Considerando de manera más explícita la teología cristiana en sí, podemos comprobar que la encarnación de Cristo es una afirmación de la bondad del cuerpo y, en rigor, de todo el reino de la materia. Dios se hace humano, se convierte en carne y en sangre. El espíritu y el cuerpo no están en oposición, como ya pone en claro el entretejimiento de la respiración y la tierra en el capítulo segundo del Génesis. De hecho, lo Divino es inmanente en la materia. El cosmos está infundido de lo Sagrado. También se pone inmediatamente de manifiesto en los Evangelios la relación personal de Jesús con el mundo natural. Jesús ora casi siempre al aire libre. Predica junto al mar de Galilea [o lago de Tiberiades], rodeado de la belleza de la creación. Sus enseñanzas están llenas de referencias a animales (ovejas, peces, pájaros), a cosas que crecen y a la fecundidad de la Tierra. Habla del cuidado de Dios de todas las criaturas: “¿No se venden cinco pajarillos por dos ases? Pues bien, ninguno de ellos está olvidado ante Dios“ (Lucas 12:6). En las bienaventuranzas nos enseña Jesús que los humildes —en arameo, aquellos que verdaderamente se han entregado a Dios y que han ablandado cuanto dentro de ellos era rígido— recibirán el vigor y la fuerza de la Tierra (Mateo 5:5). De hecho, la lengua aramea, que hablaba Jesús, está en gran parte construida sobre imágenes agrícolas relacionadas con el cultivo de cosas vivas. Jesús pensaba y hablaba en este idioma.
Toda su enseñanza presupone una cosmología en la que la Tierra se entiende como un sujeto viviente, y no como objeto de explotación. Posteriormente, la tradición cristiana prosiguió el desarrollo de muchas de estas ideas. San Basilio (329-379), padre del monaquismo en la Iglesia oriental, enseñaba la siguiente plegaria: Oh, Dios, agranda dentro de nosotros un sentimiento de comunión con todas las cosas vivientes, con nuestros hermanos y hermanas los animales, a quienes diste la Tierra como hogar en comunidad con nosotros. Con vergüenza recordamos que en el pasado hemos ejercido un dominio altanero con despiadada crueldad, de forma que la voz de la Tierra, que debería haberse elevado hasta ti como un canto, ha sido un gemido de tribulación. Ojalá nos demos cuenta de que no viven solo para nosotros, sino para sí mismos y para ti, y de que aman la dulzura de la vida (citado en Fitzgerald y Fitzgerald, 2005, 76).

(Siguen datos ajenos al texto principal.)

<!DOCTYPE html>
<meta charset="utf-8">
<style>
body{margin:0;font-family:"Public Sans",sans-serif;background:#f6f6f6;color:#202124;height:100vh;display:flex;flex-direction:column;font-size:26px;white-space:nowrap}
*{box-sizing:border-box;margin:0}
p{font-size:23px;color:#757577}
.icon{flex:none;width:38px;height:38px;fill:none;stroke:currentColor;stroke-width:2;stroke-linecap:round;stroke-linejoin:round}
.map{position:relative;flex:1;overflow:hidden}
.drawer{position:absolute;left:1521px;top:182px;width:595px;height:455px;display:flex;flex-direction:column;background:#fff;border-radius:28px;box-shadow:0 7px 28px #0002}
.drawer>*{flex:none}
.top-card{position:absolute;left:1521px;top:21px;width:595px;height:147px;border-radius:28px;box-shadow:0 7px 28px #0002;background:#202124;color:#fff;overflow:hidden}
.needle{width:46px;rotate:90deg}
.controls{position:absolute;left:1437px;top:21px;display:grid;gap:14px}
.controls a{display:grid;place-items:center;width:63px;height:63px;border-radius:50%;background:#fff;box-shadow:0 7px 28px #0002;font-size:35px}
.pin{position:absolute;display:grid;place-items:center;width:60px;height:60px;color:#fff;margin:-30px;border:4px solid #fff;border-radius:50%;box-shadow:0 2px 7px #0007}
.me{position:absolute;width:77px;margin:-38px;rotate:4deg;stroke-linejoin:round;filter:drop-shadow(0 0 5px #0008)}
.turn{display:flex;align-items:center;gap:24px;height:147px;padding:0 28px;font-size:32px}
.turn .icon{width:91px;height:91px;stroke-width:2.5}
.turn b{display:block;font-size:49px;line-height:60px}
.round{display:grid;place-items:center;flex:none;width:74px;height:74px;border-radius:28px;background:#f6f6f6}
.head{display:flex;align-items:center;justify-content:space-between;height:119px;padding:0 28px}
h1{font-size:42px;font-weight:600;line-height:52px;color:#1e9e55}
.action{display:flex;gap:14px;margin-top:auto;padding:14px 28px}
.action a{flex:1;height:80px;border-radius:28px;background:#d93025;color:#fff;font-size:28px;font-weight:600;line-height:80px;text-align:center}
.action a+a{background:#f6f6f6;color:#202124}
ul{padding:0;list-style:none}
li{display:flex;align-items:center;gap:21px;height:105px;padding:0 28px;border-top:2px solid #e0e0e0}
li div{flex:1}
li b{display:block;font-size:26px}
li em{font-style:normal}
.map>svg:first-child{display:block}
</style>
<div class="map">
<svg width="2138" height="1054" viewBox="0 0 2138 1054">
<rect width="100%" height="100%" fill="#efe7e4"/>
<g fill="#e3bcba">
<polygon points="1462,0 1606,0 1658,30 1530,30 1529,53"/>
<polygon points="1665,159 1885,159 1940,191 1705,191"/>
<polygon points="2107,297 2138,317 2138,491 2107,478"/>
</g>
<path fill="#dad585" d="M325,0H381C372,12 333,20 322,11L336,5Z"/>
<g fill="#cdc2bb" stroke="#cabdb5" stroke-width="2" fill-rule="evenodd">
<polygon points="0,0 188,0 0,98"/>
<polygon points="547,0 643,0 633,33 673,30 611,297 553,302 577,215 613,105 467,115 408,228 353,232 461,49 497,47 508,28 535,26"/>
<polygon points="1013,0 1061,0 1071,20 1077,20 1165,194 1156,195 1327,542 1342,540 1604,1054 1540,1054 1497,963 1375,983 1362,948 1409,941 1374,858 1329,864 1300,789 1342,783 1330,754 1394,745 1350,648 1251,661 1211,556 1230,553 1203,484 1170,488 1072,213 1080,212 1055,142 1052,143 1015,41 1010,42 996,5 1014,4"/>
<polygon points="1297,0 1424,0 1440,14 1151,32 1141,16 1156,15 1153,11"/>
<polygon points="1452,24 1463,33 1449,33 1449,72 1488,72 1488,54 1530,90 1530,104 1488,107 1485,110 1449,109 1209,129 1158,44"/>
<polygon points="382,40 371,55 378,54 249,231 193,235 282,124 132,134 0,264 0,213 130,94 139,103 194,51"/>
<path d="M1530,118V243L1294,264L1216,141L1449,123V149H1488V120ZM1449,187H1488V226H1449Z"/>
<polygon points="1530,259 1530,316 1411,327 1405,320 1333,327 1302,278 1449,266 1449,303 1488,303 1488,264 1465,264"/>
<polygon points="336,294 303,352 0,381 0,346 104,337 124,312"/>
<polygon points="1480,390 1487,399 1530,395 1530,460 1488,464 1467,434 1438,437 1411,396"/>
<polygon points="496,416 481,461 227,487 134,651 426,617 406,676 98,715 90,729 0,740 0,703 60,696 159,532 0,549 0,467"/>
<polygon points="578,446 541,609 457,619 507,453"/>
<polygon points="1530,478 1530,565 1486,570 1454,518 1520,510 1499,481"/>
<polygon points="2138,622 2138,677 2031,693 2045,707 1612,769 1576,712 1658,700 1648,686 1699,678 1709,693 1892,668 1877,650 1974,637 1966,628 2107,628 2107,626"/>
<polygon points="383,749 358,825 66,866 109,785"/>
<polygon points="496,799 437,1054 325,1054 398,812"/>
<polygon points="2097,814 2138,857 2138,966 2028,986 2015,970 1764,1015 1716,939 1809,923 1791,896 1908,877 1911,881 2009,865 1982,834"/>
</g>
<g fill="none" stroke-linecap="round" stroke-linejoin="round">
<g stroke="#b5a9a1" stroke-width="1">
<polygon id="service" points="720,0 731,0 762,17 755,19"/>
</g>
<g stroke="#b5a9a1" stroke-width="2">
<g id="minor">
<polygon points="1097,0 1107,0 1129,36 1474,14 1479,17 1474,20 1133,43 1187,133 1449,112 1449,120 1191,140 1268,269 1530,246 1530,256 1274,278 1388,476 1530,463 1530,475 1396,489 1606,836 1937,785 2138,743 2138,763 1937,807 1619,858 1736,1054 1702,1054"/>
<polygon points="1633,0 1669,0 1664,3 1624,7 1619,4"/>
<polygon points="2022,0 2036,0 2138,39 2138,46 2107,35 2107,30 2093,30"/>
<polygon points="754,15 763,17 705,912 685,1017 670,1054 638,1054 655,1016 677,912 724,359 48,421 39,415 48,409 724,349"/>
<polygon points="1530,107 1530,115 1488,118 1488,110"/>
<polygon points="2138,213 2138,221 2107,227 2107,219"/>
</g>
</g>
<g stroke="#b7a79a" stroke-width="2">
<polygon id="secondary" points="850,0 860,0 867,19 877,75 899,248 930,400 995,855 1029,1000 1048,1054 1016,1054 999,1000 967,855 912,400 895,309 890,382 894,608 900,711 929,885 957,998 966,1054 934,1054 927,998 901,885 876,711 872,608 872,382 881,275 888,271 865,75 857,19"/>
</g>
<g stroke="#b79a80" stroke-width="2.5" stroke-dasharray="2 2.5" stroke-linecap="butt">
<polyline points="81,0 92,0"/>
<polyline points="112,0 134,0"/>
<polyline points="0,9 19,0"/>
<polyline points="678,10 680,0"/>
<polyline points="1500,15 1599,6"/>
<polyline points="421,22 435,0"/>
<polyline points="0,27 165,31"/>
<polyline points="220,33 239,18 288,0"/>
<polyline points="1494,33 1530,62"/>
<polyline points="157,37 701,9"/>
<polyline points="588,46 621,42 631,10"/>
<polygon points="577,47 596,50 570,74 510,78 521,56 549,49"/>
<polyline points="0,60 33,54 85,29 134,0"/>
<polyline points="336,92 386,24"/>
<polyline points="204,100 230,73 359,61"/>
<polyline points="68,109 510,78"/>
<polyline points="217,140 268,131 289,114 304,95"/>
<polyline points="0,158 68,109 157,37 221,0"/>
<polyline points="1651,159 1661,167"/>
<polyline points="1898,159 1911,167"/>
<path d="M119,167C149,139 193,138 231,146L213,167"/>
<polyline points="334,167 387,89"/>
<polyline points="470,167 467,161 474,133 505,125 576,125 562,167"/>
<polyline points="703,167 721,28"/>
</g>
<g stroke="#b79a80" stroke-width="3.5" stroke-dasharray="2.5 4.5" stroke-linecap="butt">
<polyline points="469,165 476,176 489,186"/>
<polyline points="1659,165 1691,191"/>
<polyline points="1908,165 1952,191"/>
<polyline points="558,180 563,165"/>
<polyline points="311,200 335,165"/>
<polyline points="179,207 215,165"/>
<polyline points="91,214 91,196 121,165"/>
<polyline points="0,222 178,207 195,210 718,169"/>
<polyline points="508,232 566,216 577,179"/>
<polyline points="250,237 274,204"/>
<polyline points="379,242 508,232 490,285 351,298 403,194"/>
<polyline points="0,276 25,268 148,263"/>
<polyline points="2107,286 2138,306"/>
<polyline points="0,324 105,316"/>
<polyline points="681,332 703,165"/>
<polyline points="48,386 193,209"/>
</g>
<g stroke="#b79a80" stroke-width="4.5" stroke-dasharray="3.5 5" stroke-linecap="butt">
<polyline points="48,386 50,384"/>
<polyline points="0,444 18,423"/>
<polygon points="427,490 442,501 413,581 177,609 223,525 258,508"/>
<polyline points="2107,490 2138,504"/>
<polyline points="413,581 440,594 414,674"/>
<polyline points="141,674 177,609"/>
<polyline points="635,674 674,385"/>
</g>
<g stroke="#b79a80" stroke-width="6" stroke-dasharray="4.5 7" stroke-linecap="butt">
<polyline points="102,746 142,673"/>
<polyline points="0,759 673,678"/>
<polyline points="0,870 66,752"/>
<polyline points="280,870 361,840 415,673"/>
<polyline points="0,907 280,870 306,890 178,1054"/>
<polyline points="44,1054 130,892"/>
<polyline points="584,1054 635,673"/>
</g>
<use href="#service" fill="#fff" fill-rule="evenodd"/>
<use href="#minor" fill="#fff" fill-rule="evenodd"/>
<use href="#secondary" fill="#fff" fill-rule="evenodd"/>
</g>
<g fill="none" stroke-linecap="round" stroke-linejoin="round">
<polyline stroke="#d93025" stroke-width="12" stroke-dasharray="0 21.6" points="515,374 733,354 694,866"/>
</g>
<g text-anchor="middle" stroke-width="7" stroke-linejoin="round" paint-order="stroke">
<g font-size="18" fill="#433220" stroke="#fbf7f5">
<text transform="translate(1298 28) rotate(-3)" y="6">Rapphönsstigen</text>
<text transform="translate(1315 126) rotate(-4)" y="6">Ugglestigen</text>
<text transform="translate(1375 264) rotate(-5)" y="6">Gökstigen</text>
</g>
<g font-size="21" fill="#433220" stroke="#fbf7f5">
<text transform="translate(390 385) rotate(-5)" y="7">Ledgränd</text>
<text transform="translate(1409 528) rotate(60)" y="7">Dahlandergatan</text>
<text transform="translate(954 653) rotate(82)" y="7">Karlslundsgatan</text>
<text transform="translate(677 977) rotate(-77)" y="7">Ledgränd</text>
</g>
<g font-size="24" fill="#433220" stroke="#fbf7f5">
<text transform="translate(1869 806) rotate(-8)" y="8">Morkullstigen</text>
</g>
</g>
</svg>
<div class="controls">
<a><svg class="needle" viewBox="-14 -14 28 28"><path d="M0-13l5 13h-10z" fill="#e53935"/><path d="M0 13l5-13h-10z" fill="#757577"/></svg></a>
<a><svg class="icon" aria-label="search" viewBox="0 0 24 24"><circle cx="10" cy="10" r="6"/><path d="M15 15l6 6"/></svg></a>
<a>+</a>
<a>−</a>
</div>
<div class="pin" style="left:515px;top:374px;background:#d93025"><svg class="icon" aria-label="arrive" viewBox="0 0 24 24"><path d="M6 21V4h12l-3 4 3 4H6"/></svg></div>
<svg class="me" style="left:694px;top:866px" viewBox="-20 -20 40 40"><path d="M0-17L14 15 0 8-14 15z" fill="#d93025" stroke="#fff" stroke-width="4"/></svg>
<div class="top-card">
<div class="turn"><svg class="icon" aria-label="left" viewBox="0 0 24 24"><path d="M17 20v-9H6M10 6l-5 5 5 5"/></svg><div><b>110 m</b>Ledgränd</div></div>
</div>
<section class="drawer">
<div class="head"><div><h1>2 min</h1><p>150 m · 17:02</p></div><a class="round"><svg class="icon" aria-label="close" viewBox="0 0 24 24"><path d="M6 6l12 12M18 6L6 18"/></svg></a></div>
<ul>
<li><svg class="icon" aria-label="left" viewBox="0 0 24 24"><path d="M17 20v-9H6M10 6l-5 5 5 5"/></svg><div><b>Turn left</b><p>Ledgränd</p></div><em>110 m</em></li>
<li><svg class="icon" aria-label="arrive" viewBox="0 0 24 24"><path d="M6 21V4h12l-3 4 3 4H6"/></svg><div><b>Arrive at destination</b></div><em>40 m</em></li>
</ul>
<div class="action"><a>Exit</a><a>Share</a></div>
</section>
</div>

Como exploraremos con mayor detalle posteriormente en este capítulo, san Francisco enseñó a rogar a Dios por el Hermano Sol, la Hermana Luna, el Hermano Viento y la Hermana Agua. De hecho, muchos santos y místicos cristianos han experimentado y celebrado la presencia de Dios en medio de la creación. El gran teólogo santo Tomás de Aquino dice: “Todo el universo en su conjunto participa en la bondad divina más perfectamente, y la representa mejor, que cualquier criatura singular“, y el místico renano Maestro Eckhart comenta: “Cada criatura está llena de Dios y es un libro sobre Dios. Si yo pudiera pasar el tiempo suficiente con la más pequeña de las criaturas, incluso con una oruga, no tendría nunca que preparar un sermón. Hasta tal punto está llena de Dios cada criatura”. Por su parte, Martín Lutero escribe: “Dios escribe el Evangelio, no solo en la Biblia, sino en los árboles, las flores, las nubes y las estrellas”.